__Raw data__.

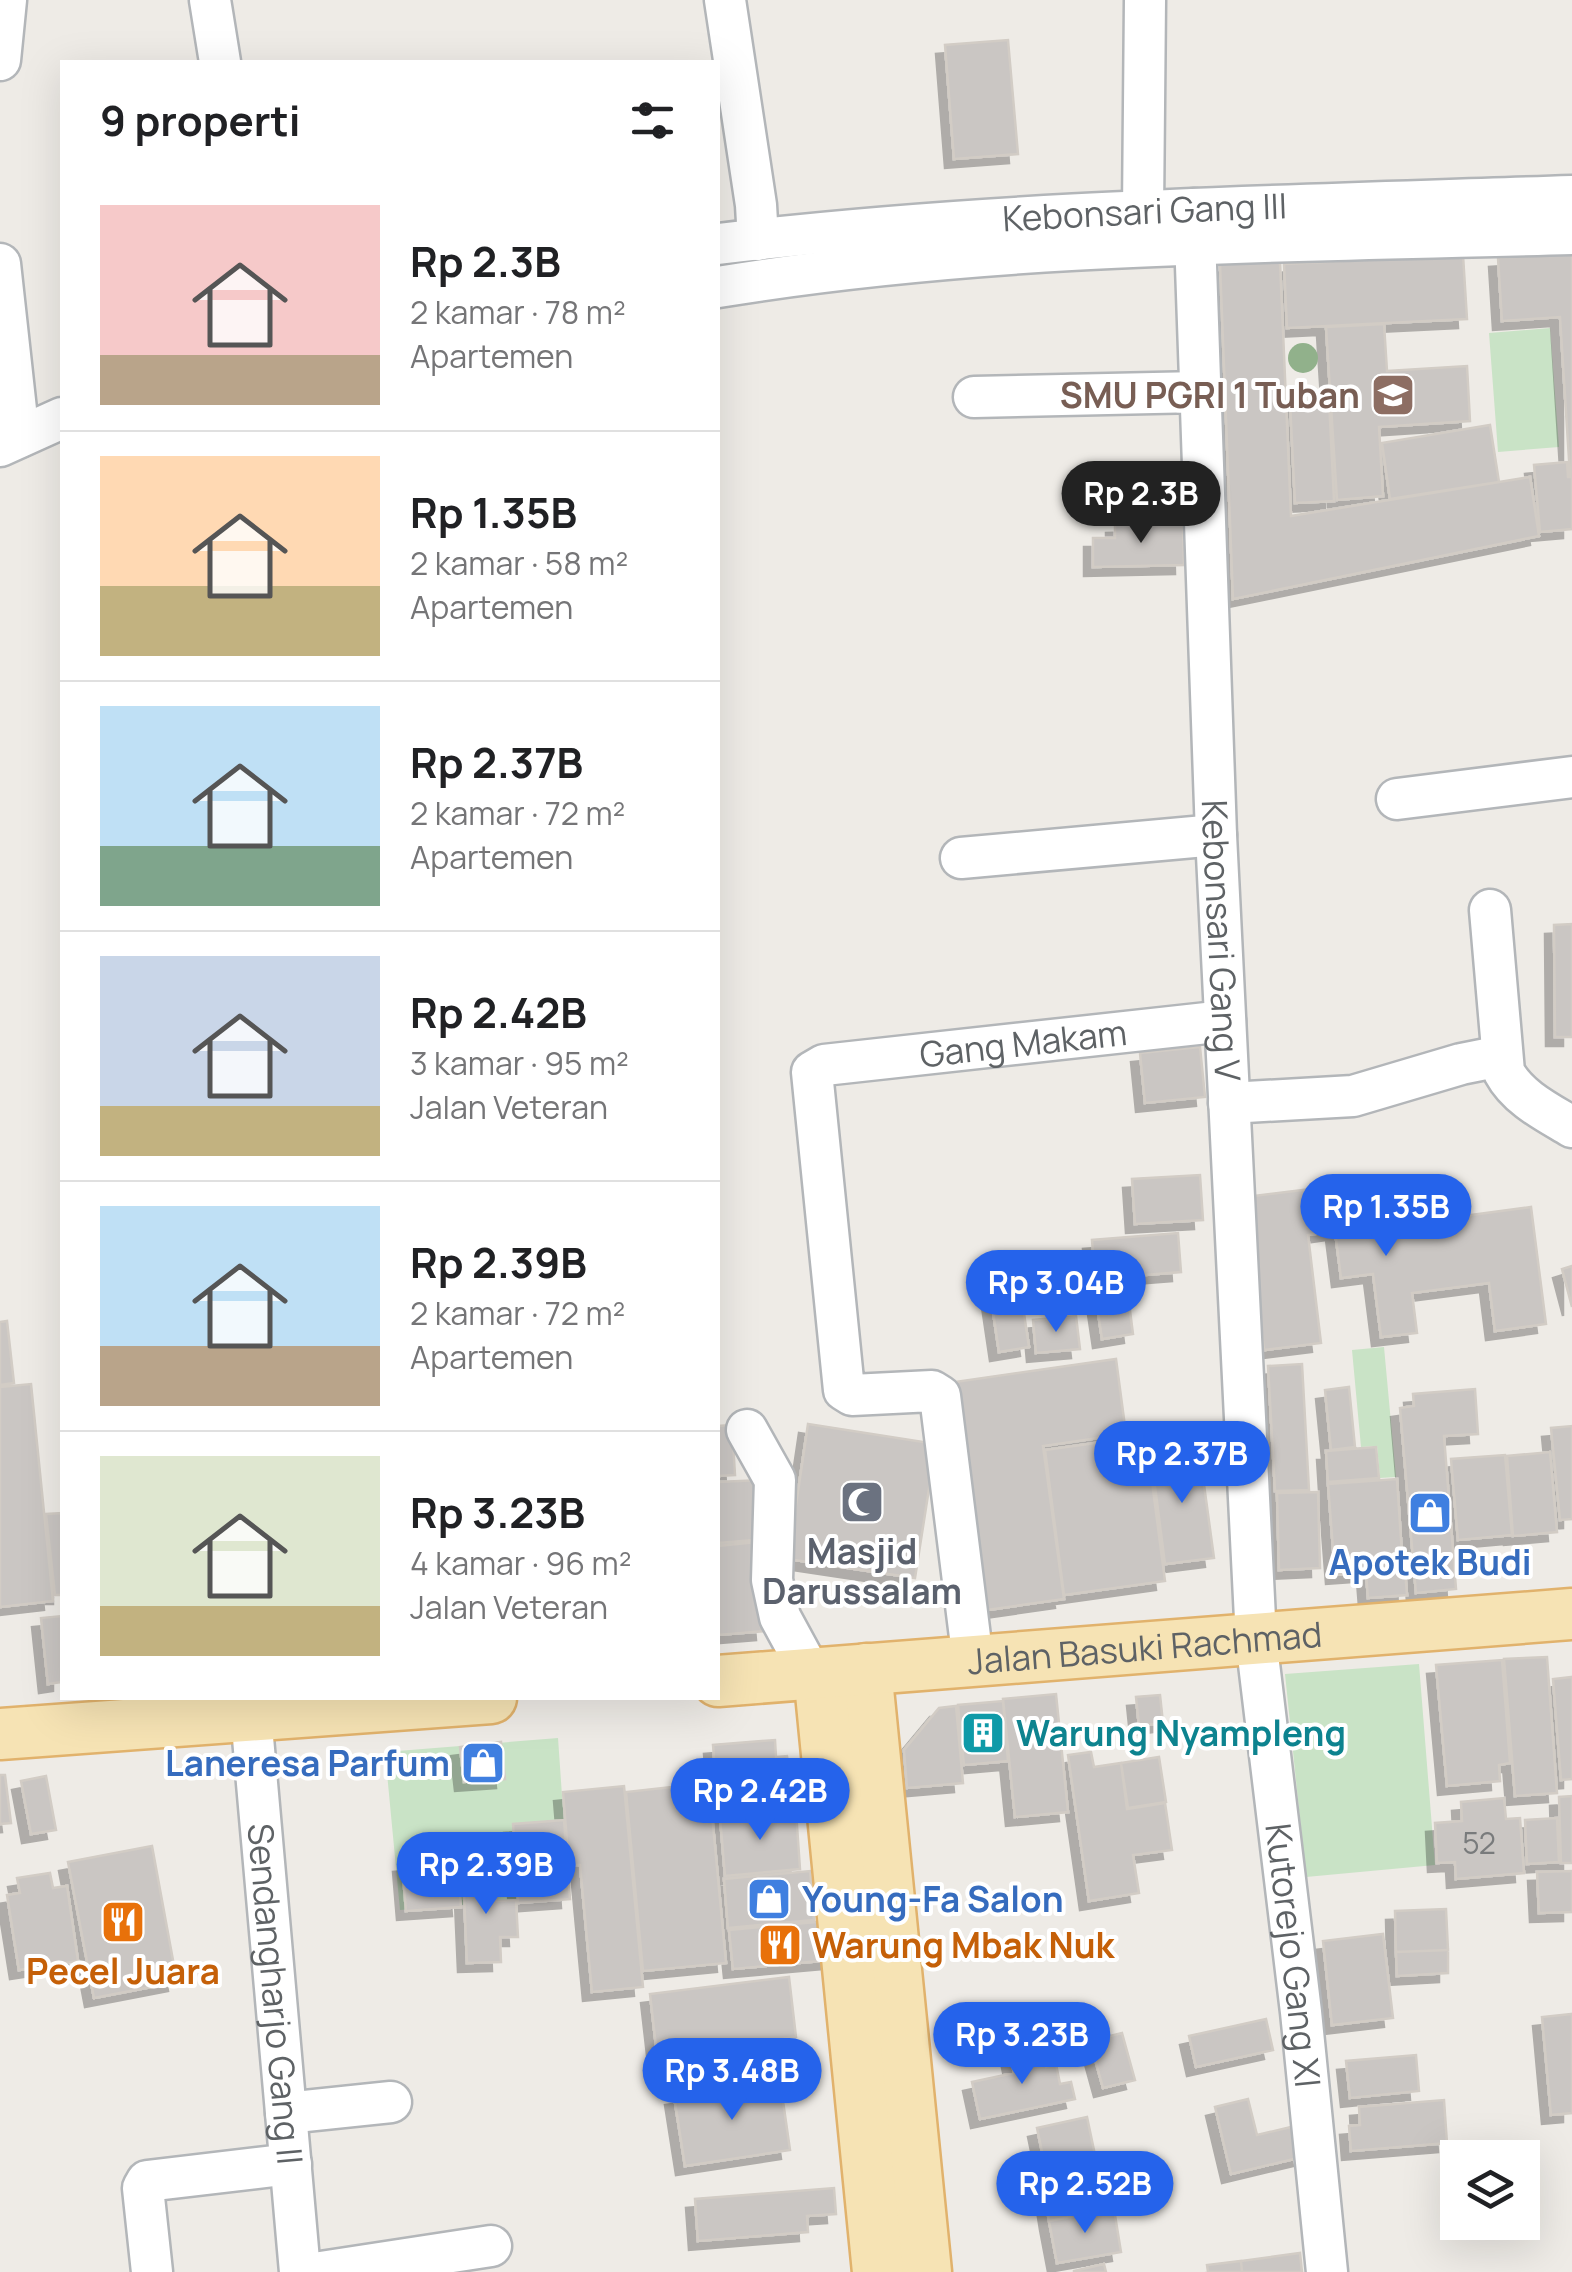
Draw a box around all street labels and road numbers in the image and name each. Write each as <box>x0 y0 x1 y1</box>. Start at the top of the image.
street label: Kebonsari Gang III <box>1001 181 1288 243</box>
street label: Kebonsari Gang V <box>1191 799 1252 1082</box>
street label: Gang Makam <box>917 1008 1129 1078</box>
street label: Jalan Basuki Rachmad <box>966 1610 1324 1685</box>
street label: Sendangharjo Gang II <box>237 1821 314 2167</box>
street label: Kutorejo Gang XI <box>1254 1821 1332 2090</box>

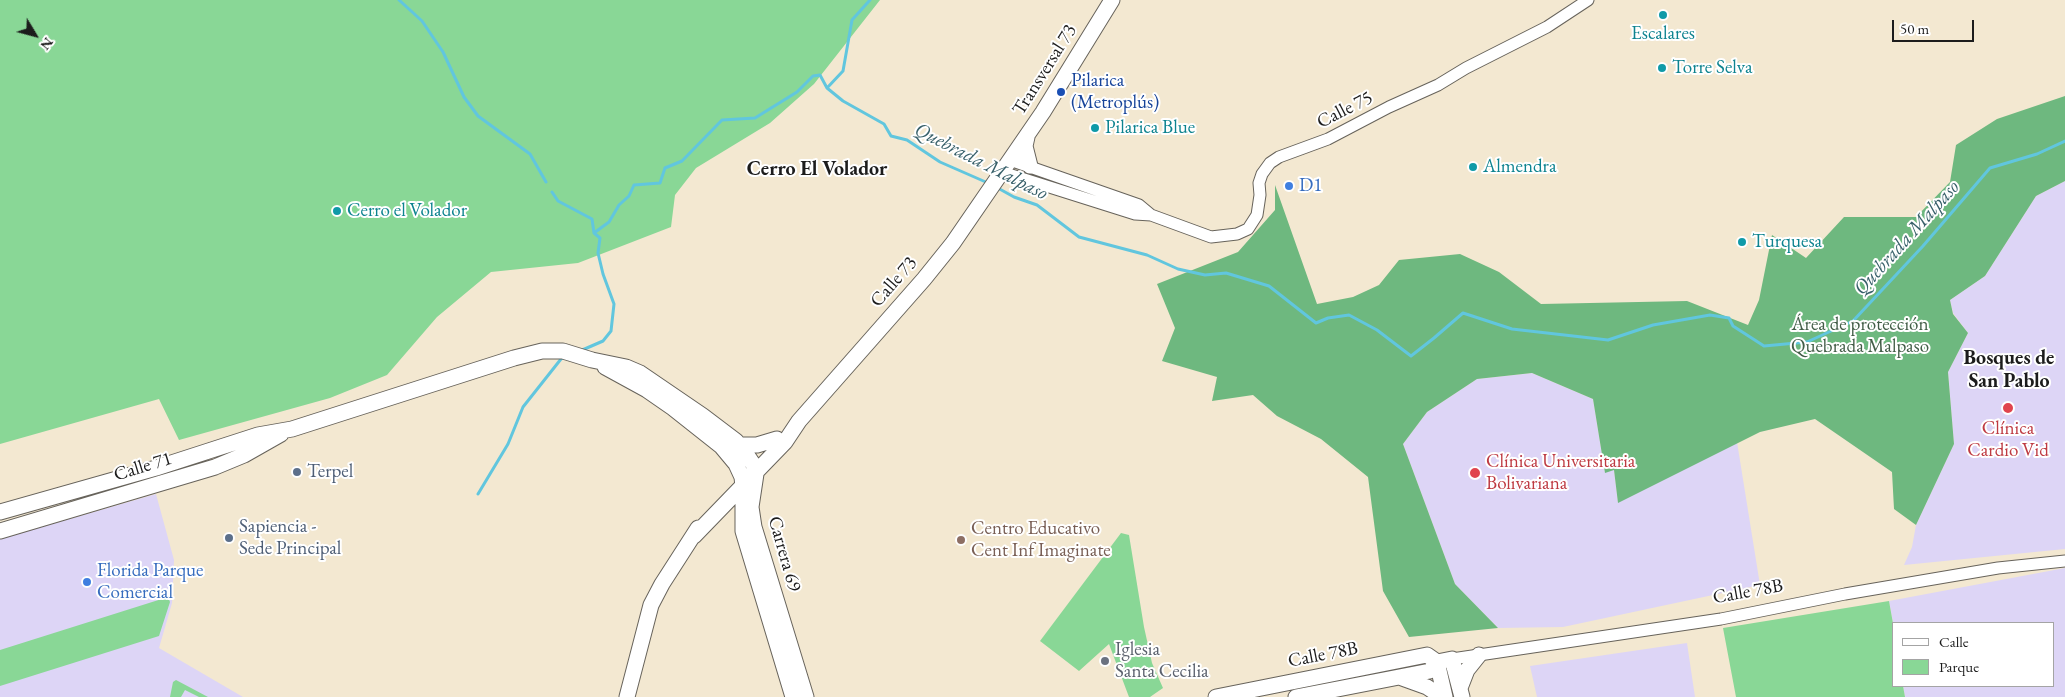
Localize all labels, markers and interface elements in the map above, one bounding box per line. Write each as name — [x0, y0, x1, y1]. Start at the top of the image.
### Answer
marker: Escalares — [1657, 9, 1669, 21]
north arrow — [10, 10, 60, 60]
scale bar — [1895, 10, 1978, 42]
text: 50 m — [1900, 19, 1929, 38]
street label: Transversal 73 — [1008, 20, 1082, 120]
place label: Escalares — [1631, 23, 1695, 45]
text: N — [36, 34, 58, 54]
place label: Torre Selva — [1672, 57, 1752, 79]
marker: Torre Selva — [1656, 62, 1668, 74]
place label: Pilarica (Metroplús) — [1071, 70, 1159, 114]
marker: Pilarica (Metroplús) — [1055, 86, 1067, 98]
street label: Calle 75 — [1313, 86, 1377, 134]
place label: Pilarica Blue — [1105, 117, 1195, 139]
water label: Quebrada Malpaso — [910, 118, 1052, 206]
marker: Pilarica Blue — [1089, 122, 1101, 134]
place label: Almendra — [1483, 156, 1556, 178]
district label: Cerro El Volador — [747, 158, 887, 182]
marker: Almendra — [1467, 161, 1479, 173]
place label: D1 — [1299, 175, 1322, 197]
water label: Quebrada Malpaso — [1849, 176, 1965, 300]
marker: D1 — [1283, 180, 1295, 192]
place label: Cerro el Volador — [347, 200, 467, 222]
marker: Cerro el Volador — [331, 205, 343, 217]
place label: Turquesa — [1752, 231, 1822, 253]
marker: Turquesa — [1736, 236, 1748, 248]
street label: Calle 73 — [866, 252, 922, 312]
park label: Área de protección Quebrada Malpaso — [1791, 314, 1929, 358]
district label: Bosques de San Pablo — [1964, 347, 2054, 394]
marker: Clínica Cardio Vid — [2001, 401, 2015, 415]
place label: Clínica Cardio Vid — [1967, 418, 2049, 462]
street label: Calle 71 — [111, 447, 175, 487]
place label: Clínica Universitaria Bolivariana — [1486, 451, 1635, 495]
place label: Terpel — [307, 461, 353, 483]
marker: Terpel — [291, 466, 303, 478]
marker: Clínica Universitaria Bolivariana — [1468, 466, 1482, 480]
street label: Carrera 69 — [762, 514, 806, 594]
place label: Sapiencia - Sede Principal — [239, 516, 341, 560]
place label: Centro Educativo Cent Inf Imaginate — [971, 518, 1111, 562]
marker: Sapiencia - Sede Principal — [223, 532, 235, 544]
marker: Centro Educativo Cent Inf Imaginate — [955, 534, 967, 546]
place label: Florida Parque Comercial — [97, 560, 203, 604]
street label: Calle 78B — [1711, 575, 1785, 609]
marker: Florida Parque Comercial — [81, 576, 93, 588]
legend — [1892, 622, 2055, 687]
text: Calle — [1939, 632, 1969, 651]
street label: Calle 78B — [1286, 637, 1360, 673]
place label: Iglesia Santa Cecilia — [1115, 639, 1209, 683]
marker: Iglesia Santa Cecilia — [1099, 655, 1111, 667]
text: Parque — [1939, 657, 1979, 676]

__Problem requirements__. Everything in the entries above should be printed again exactly, apart from the pictures.

__Expected output__.
Draw a box around all street labels and road numbers in the image and name each. Write each as <box>x0 y0 x1 y1</box>. Start at the top of the image.
street label: Kebonsari Gang III <box>1001 181 1288 243</box>
street label: Kebonsari Gang V <box>1191 799 1252 1082</box>
street label: Gang Makam <box>917 1008 1129 1078</box>
street label: Jalan Basuki Rachmad <box>966 1610 1324 1685</box>
street label: Sendangharjo Gang II <box>237 1821 314 2167</box>
street label: Kutorejo Gang XI <box>1254 1821 1332 2090</box>

Localize all labels, markers and interface elements in the map above, one bounding box per line. Write each as name — [x0, y0, x1, y1]. Start at the top of the image.
### Answer
marker: Escalares — [1657, 9, 1669, 21]
north arrow — [10, 10, 60, 60]
scale bar — [1895, 10, 1978, 42]
text: 50 m — [1900, 19, 1929, 38]
street label: Transversal 73 — [1008, 20, 1082, 120]
place label: Escalares — [1631, 23, 1695, 45]
text: N — [36, 34, 58, 54]
place label: Torre Selva — [1672, 57, 1752, 79]
marker: Torre Selva — [1656, 62, 1668, 74]
place label: Pilarica (Metroplús) — [1071, 70, 1159, 114]
marker: Pilarica (Metroplús) — [1055, 86, 1067, 98]
street label: Calle 75 — [1313, 86, 1377, 134]
place label: Pilarica Blue — [1105, 117, 1195, 139]
water label: Quebrada Malpaso — [910, 118, 1052, 206]
marker: Pilarica Blue — [1089, 122, 1101, 134]
place label: Almendra — [1483, 156, 1556, 178]
district label: Cerro El Volador — [747, 158, 887, 182]
marker: Almendra — [1467, 161, 1479, 173]
place label: D1 — [1299, 175, 1322, 197]
water label: Quebrada Malpaso — [1849, 176, 1965, 300]
marker: D1 — [1283, 180, 1295, 192]
place label: Cerro el Volador — [347, 200, 467, 222]
marker: Cerro el Volador — [331, 205, 343, 217]
place label: Turquesa — [1752, 231, 1822, 253]
marker: Turquesa — [1736, 236, 1748, 248]
street label: Calle 73 — [866, 252, 922, 312]
park label: Área de protección Quebrada Malpaso — [1791, 314, 1929, 358]
district label: Bosques de San Pablo — [1964, 347, 2054, 394]
marker: Clínica Cardio Vid — [2001, 401, 2015, 415]
place label: Clínica Cardio Vid — [1967, 418, 2049, 462]
street label: Calle 71 — [111, 447, 175, 487]
place label: Clínica Universitaria Bolivariana — [1486, 451, 1635, 495]
place label: Terpel — [307, 461, 353, 483]
marker: Terpel — [291, 466, 303, 478]
marker: Clínica Universitaria Bolivariana — [1468, 466, 1482, 480]
street label: Carrera 69 — [762, 514, 806, 594]
place label: Sapiencia - Sede Principal — [239, 516, 341, 560]
place label: Centro Educativo Cent Inf Imaginate — [971, 518, 1111, 562]
marker: Sapiencia - Sede Principal — [223, 532, 235, 544]
marker: Centro Educativo Cent Inf Imaginate — [955, 534, 967, 546]
place label: Florida Parque Comercial — [97, 560, 203, 604]
street label: Calle 78B — [1711, 575, 1785, 609]
marker: Florida Parque Comercial — [81, 576, 93, 588]
legend — [1892, 622, 2055, 687]
text: Calle — [1939, 632, 1969, 651]
street label: Calle 78B — [1286, 637, 1360, 673]
place label: Iglesia Santa Cecilia — [1115, 639, 1209, 683]
marker: Iglesia Santa Cecilia — [1099, 655, 1111, 667]
text: Parque — [1939, 657, 1979, 676]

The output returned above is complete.